For a read reference, at lease one of the ON
processors must store a copy and for a write reference,
the ON processors store all copies.
Terms of the form
Resident examples
As a further example for discussion:
It was pointed out that pure can only call pure, and it
must be declared. We might have the restriction that
the subroutine has to be declared resident and
everything it calls must also have the declaration.
Why ALL is needed:
This relates to whether we are talking about the
address or the reference.
Guy expressed an opinion that ALL is confusing - we
need something else. (And tongue in check suggested
that maybe it should be *.)
First reading straw vote ON RESIDENT : 9 - 1 - 17
LUNCH BREAK
Overview examples of what is in the written proposal:
Intrinsic reduction
Defined Reduction
It was suggested that the syntax should be "," instead
of ";" because the combine= keyword will disambiguate.

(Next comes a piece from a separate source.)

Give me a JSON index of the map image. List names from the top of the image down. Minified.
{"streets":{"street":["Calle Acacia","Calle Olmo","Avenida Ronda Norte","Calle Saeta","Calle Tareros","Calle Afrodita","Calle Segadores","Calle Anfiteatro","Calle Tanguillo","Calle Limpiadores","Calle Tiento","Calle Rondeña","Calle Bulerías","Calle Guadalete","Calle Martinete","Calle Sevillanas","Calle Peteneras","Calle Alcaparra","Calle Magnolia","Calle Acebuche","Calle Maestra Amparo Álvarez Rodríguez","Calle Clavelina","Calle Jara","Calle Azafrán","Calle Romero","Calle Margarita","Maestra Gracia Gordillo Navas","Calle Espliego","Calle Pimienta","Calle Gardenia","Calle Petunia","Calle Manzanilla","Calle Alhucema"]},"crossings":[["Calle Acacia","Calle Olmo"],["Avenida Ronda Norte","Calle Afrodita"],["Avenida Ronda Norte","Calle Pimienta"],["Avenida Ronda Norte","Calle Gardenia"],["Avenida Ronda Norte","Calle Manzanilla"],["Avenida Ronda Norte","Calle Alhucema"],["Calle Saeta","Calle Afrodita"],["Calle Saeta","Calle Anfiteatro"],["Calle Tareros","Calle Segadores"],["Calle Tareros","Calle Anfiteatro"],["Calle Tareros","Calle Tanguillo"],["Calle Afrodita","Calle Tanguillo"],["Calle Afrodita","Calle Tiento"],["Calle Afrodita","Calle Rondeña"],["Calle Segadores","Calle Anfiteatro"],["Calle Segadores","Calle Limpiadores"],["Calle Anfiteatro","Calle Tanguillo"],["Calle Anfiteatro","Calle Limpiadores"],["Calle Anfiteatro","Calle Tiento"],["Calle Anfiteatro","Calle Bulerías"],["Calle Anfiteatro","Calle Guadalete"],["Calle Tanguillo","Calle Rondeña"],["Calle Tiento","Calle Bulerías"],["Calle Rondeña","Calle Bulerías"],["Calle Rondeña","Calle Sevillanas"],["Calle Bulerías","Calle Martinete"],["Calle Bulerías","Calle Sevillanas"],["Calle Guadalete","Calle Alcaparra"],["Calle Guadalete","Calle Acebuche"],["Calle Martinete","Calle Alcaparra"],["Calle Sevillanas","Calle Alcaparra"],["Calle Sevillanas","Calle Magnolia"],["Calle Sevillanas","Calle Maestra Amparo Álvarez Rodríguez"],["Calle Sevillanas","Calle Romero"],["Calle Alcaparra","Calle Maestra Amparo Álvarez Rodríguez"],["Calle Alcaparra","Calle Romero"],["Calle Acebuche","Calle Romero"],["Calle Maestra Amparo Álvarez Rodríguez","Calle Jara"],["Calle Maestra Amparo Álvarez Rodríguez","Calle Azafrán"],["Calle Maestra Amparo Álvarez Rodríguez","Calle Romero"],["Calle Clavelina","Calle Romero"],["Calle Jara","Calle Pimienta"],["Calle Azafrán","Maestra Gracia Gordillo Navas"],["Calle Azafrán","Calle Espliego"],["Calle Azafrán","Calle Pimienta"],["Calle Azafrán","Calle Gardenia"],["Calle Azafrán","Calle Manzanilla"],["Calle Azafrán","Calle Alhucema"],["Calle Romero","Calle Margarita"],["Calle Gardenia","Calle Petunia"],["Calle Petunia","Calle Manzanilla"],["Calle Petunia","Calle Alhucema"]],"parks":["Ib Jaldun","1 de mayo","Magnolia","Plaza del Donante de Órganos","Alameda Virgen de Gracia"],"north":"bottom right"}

A question was asked about any restrictions on the kind
of function that is used for combine.
Guy suggested that the identity be identified in the
interface block for the operator. The combine
operator might also be in the interface block --- then
the whole reduction statement goes away. The
information it provides would already be known to the
compiler.
(next example slide)
Implementation: there would be a "local" x per
consecutive block of iterations, with a 4,4 identity,
constrained (non commutative) fan-in combine. There was
a discussion of commutivity of the matrix example and
the shape of the identity, and shape results for the
combines. Intermediate temporaries are the same shape
as y,
Straw polls:
Intrinsic reduction (without things like matmul): 22
- 3 - 1
Adding things like matmul: 8 - 7 - 10
Defined reductions that are commutative and associative
(with the ideas that were proposed by Guy to
simplified); (including discussion of whether the
reduce statement belongs on the independent rather than
by the actual reduction.) 17 - 6 - 3. (all no votes
and most of extensions from vendors)
intrinsic reduction: no mixed reduction operators
implied combine entity.
Question - should it be an error if the user gives an
identity operation that isn't valid.
Summary
both the I/O statements and WAIT may have IOSTATE and
ERR args.
(2) Wait(Unit = int, Poll='ID', ID = int, DONE = lvar)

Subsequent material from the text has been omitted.